Film

Conan’s TV Show Avoided Politics, But For Cubans It’s Not That Easy

A few weeks ago, when I heard Conan O’Brien was in Havana to shoot an episode of Conan, my heart sank. I’ve always liked him but I’m allergic to the tourist gaze. My many trips to Cuba have taught me how damaging it is. The Cuban regime, like all dictatorships, depends heavily on propaganda and learning it would take center stage on a late night show filled me with dread. Conan promised that his goal in Cuba was to make people laugh, that he wouldn’t touch the complicated politics of the situation. Ay Conan, if it were only that easy.

Because I don’t have cable, I couldn’t watch last night’s broadcast but instead saw the show online this morning, segment by segment. Conan was very kind, self effacing and goofy. He toured the Havana Club rum museum, took a dance class, a Spanish lesson, went grocery shopping, and did a bit at an open air club. He made a ridiculously bad cigar and ate at a famous paladar. He walked along el Malecón and marveled at a view of the city from a rooftop bar. My favorite moments came when he was improvising. He drunkenly turned “Guantanamera” into a Hansel and Gretel love story and attacked his rumba lesson with a gleeful ferocity that would be scary if it weren’t so sweet. Everybody seemed sincerely charmed and seeing my people happy made me happy. But as I clicked through the clips I started to get very uncomfortable.

“His goal in Cuba was to make people laugh, that he wouldn’t touch the complicated politics of the situation. Ay Conan, if it were only that easy.”

You can’t go to Cuba and be apolitical. Traveling there is a political act alone. The brands he joked about at the grocery store were all companies that were appropriated by the Cuban government. That cigar factory he visited was taken from a Cuban family of cigar makers. Cubans cannot afford to eat at paladares because the average Cuban only makes $20 a month, creating an unofficial tourist apartheid where foreigners enjoy Cuba while Cubans endure the regime. The “ruins” that took Conan’s breath away are dilapidated buildings that thousands of people have to live in because they are not free to move out of them without government permission.

Did I expect Conan to go deep? No. That would be unfair of me. He wasn’t there to interview Tania Brugera, a performance artist under house arrest for wanting to place an open mic at the Plaza de la Revolucion for Cuban citizens to express their opinion freely. He wasn’t going to visit artist and performer El Sexto in one of Cuba’s most brutal jails. Also arrested for an intended but not executed performance art piece. He was there to connect with the people. But he was only connecting with the people that work in tourism — which any Cuban will tell you are a small and distinct sector of the population. Even acknowledging that would have been nice, but instead Conan lamented that in a few years there will probably be American stores in colonial Havana. That’s when he lost me.

“I felt I had watched a very friendly stranger go to a party on the third floor of my family’s house, while my family was being held captive in the basement, desperate to escape.”

Why shouldn’t there be a Foot Locker or a Gap in Havana? If Paris can handle multiple Nike stores — I’m pretty sure Havana can too. The idea that commerce would ruin the “ruins” disregards the desperate need for things to change in Cuba. Why shouldn’t Cubans benefit from capitalism the same way Conan does without losing what makes them special? After all, every show clip I clicked on came with an embedded commercial. If Conan really loved the Cuban people as much as he seemed to, why wouldn’t he want the same opportunities for them that have given him such a wonderful platform?

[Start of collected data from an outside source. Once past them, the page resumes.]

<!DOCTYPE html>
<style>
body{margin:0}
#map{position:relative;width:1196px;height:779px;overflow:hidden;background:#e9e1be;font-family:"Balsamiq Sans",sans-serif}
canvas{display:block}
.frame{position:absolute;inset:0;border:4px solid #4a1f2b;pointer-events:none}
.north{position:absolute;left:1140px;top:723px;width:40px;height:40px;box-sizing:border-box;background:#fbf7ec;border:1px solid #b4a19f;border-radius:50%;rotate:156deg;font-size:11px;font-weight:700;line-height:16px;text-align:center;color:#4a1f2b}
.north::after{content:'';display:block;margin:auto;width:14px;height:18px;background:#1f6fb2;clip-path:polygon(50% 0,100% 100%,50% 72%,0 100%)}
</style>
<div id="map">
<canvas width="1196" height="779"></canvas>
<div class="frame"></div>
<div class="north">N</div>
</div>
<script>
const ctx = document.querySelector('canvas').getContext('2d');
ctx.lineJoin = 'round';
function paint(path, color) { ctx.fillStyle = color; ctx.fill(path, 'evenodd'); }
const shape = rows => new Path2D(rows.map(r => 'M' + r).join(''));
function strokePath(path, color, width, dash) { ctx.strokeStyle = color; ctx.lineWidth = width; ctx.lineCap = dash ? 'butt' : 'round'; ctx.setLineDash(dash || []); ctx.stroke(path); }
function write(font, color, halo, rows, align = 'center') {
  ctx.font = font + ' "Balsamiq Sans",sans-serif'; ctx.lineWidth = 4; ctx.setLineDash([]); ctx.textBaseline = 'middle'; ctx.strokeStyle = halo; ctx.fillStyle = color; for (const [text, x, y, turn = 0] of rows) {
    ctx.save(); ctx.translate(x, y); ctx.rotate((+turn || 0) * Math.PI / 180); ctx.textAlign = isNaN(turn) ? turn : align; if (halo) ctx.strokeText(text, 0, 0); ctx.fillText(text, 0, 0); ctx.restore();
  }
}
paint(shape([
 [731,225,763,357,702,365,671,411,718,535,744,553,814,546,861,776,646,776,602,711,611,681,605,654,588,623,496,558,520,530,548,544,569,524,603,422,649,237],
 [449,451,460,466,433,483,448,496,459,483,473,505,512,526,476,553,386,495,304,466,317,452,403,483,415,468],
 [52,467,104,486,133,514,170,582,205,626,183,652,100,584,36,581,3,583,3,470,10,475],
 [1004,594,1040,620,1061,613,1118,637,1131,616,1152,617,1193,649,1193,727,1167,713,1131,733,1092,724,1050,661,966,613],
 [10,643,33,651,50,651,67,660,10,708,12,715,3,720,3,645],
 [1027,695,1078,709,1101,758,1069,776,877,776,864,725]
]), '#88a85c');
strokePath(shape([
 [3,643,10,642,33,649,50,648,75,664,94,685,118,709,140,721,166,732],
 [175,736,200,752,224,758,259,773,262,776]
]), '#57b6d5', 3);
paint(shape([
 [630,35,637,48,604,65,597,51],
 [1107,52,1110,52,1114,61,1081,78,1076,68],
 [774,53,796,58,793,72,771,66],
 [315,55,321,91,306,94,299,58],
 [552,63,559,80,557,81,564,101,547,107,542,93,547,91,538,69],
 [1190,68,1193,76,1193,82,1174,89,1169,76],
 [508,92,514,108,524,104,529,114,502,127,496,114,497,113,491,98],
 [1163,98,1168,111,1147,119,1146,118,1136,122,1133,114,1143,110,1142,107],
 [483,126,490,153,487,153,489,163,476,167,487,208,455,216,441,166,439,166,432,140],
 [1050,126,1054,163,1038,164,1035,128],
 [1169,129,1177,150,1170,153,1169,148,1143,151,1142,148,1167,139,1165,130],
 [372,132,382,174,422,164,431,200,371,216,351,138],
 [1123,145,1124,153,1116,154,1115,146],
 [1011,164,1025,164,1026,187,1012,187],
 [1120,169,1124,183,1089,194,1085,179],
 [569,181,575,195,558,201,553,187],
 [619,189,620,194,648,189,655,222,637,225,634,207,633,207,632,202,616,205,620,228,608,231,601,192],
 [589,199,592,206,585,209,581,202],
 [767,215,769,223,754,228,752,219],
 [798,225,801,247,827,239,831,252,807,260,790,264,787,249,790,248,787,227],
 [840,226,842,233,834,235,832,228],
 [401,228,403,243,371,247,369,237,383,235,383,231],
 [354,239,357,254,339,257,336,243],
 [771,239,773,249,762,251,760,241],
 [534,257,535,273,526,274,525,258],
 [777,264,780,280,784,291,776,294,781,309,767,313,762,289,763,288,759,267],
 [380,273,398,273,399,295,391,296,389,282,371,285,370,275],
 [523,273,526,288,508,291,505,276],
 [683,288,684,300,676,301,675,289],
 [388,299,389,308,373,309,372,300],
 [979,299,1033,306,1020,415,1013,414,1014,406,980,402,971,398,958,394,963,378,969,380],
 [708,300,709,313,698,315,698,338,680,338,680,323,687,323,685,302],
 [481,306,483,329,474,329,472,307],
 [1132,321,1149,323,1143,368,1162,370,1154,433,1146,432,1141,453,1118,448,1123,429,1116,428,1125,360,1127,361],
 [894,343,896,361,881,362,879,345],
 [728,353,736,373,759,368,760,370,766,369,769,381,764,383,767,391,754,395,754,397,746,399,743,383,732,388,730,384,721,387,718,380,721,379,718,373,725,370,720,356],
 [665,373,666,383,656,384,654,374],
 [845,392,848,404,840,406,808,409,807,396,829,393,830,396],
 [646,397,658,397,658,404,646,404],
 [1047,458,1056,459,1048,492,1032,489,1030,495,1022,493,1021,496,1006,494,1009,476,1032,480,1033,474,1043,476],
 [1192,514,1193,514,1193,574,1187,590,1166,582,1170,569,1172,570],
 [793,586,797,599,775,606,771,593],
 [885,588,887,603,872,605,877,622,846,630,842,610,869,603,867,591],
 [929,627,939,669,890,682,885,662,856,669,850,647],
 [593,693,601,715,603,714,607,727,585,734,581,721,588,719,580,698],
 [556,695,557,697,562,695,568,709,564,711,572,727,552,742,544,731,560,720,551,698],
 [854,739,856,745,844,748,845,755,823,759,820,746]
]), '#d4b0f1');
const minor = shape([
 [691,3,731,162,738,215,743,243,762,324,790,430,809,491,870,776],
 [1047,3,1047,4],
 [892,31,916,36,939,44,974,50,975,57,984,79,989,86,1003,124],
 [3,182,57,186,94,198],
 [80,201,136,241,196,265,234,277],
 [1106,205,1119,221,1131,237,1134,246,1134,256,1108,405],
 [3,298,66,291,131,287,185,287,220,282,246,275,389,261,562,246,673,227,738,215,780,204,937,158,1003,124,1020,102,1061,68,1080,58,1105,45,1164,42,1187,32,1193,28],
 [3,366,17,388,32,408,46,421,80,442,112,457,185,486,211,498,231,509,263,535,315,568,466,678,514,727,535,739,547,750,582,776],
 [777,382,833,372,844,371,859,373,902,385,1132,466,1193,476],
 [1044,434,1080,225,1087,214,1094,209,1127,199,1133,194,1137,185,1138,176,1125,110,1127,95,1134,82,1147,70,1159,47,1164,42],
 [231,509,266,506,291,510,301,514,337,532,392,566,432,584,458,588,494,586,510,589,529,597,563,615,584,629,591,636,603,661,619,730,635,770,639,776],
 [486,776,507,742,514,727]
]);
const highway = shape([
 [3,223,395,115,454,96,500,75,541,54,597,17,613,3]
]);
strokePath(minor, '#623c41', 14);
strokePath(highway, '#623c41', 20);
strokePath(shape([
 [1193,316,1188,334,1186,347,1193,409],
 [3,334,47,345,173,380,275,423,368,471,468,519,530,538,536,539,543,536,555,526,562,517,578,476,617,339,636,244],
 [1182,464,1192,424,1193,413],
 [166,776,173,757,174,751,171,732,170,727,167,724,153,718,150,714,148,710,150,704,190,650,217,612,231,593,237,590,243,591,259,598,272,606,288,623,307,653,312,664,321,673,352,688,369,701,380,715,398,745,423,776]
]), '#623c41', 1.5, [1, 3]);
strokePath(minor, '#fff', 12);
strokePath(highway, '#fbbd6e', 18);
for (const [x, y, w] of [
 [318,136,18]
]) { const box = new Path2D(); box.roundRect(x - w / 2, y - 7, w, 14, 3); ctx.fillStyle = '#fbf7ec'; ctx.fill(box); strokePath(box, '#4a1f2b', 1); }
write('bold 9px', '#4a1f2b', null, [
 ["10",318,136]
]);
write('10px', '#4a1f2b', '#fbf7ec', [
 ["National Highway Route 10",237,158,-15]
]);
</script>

I don’t doubt that Conan’s intentions were sincere. Cubans are awesome. We know how to have fun and have always had a natural kinship with Americans. But by the end of the show I felt I had watched a very friendly stranger go to a party on the third floor of my family’s house, while my family was being held captive in the basement, desperate to escape. I would have loved to have seen him connect with all the floors in that house and not just the ones approved by watchful, very political eyes.